HTTP2 ist die nächste Generation des erfolgreichen Internetprotokolls HTTP für das World Wide Web. 1999 wurde der Standard für HTTP/1.1 veröffentlicht und seitdem gab es keine signifikanten Änderungen oder Verbesserungen am Protokoll. Mit HTTP2, welches auf SPDY („speedy“) basiert, das von Google entwickelt wird, soll ein neuer Standard auf den Weg gebracht werden, der einige der größten Schwächen von HTTP/1.x beseitigen wird.
HTTP/1: Ein altertümliches Protokoll
Mit HTTP/1.0 war es noch nötig für jede Anfrage an den Server eine neue Verbindung aufzubauen. Hat eine Webseite viele verknüpfte Ressourcen (CSS Dateien, JavaScripte, Bilder), würde das zu einer Menge zusätzlicher Roundtrips führen. Durch die ganzen extra TCP Handshakes und weil TCP spezifikationsbedingt damit anfängt nur kleine Pakete zu senden, kann sich die Übertragungsgeschwindigkeit nie so richtig entfalten.

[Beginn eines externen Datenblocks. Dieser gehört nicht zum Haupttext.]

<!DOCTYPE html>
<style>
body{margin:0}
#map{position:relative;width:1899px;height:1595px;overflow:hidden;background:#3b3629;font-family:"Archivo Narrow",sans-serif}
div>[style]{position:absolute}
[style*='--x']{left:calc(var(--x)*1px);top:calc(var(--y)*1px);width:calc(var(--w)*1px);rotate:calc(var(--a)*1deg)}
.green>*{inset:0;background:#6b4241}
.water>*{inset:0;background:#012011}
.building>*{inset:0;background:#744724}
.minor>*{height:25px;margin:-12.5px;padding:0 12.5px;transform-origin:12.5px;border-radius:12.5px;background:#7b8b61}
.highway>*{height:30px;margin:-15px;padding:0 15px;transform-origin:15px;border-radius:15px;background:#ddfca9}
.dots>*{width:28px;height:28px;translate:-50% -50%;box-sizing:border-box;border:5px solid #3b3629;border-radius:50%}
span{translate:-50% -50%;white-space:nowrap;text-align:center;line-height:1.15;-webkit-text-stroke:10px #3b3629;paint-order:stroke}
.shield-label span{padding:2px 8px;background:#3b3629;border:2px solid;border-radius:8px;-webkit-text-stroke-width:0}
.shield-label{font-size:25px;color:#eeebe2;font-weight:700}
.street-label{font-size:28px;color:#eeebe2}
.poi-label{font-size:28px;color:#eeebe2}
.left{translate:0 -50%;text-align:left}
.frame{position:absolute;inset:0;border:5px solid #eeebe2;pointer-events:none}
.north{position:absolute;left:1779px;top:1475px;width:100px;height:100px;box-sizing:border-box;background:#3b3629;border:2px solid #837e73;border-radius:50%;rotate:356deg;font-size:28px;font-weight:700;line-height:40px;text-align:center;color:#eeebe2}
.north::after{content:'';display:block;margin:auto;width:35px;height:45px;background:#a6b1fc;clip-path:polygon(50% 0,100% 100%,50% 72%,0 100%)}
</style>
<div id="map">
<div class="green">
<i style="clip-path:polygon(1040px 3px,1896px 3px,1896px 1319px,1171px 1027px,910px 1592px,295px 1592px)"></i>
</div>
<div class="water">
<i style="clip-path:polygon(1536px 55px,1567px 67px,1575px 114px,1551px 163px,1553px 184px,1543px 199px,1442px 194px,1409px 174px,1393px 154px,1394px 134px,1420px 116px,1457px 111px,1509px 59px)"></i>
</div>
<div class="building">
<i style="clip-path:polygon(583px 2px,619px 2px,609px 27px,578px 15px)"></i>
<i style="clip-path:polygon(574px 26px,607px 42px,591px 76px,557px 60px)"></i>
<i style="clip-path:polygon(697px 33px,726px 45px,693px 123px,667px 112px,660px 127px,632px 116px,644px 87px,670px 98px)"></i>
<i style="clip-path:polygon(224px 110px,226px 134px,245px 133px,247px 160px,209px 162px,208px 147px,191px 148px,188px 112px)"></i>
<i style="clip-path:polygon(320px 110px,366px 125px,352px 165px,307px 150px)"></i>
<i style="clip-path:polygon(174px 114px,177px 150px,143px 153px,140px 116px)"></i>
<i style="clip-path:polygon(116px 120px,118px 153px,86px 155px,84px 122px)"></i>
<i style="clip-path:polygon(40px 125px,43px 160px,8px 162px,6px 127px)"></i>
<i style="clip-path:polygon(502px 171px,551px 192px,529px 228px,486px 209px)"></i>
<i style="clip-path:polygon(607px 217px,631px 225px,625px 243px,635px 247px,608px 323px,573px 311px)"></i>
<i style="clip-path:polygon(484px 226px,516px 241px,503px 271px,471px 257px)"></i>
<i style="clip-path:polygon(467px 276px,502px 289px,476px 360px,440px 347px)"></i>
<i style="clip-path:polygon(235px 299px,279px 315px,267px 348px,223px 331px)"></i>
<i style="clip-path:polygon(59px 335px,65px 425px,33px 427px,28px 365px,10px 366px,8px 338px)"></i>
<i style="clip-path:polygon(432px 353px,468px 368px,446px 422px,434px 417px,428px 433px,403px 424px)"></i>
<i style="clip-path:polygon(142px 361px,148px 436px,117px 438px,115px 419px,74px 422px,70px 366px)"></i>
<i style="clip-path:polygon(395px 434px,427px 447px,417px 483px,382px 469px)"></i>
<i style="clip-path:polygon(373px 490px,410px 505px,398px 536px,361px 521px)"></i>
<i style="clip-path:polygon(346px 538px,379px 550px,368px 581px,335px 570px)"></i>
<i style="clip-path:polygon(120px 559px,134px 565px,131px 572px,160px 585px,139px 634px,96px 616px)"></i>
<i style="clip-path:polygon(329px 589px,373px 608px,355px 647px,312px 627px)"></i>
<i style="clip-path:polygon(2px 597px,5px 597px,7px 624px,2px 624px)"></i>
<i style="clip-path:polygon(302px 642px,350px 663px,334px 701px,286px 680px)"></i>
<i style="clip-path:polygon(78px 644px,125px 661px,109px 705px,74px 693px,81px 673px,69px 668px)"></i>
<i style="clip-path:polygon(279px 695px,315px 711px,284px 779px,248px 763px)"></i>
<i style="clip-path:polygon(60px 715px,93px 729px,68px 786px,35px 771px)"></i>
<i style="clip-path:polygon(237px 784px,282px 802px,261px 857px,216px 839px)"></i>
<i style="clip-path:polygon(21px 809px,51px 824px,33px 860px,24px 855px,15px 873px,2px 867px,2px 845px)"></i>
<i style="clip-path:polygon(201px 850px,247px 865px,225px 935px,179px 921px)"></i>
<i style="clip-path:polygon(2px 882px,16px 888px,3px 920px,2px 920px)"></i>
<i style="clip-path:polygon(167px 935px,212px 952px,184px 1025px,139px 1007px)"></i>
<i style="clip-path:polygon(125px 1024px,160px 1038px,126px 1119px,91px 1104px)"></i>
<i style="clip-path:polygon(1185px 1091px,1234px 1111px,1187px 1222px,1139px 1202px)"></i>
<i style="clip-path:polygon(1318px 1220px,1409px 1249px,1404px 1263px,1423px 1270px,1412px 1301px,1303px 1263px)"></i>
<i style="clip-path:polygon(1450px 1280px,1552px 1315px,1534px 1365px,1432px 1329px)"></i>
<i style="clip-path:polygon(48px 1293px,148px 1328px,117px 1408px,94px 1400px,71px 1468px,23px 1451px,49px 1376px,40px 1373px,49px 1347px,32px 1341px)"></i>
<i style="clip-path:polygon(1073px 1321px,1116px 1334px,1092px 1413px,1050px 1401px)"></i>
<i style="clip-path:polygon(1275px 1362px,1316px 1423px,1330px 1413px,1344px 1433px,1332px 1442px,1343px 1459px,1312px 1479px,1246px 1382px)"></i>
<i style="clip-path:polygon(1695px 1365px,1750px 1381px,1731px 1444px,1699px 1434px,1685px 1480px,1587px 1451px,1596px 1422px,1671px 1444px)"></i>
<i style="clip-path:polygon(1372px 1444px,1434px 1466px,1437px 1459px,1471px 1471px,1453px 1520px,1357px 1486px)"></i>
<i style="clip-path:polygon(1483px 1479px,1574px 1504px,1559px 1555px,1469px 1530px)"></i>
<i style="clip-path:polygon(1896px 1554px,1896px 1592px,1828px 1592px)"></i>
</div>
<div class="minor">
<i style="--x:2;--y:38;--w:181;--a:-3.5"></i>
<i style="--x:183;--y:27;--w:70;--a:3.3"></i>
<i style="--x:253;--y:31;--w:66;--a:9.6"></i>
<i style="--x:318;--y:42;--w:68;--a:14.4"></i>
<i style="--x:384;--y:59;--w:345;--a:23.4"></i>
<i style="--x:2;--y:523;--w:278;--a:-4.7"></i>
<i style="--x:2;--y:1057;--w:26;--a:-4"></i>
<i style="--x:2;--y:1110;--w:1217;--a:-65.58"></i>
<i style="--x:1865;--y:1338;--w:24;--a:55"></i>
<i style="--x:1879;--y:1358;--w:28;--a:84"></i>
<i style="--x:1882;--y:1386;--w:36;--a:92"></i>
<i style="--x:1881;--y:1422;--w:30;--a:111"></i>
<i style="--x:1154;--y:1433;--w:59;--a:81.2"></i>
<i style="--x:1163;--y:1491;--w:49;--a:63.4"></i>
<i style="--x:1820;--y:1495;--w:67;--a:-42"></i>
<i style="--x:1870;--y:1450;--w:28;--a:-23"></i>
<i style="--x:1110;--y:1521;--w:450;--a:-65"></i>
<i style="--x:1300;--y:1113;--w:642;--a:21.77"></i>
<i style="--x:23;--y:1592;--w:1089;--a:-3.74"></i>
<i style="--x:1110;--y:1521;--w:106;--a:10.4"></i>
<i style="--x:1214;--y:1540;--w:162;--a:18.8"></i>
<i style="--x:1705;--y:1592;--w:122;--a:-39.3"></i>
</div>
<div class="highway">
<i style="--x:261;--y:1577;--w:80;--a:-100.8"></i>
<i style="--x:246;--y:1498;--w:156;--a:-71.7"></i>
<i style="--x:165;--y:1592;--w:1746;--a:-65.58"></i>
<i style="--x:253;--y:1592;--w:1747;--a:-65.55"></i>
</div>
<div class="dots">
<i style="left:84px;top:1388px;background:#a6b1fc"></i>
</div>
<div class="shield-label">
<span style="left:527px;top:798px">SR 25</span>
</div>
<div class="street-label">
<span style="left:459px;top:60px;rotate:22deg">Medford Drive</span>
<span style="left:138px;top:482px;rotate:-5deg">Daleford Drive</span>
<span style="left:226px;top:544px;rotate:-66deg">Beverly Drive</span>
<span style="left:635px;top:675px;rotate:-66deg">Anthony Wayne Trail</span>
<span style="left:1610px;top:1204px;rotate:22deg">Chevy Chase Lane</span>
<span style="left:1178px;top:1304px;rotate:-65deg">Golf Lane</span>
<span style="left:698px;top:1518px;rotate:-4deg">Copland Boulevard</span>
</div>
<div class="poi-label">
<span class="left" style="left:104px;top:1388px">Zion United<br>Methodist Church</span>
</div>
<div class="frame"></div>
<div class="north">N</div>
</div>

Der direkte Nachfolger HTTP/1.1 hatte es dann erlaubt, mehrere Anfragen über eine bestehende TCP Verbindung zu senden. Diese Anfragen werden dann eine nach der anderen in derselben Reihenfolge beantwortet. Da die Anfragen nacheinander abgearbeitet werden, kann es gelegentlich zum sogenannten „Head-Of-Line Blocking“ kommen. Wenn eine angefragte Datei aus irgendeinem Grund blockiert, z.B. weil sie erst vom Server generiert werden muss, müssen andere statische Dateien trotzdem darauf warten, bis die blockierende Datei vollständig gesendet wurde, obwohl ausreichend Ressourcen für eine sofortige Übertragung der statischen Dateien vorhanden wären.
Ein weiteres Problem mit HTTP/1.x ist, dass der Client für jede benötigte Ressource eine eigene Anfrage versenden muss. Das verlangsamt das Herunterladen aller verlinkten Ressourcen einer Webseite (CSS, JavaScripte, Bilder, etc.) um die Zeit, die es dauert die zusätzlichen Anfragen an den Server zu versenden und die Antwort zu erhalten.
Zeitgemäße Performance
Der Gedanke hinter HTTP2 ist es, diese und weitere Schwächen zu beseitigen, um das Surfen im World Wide Web zu verbessern.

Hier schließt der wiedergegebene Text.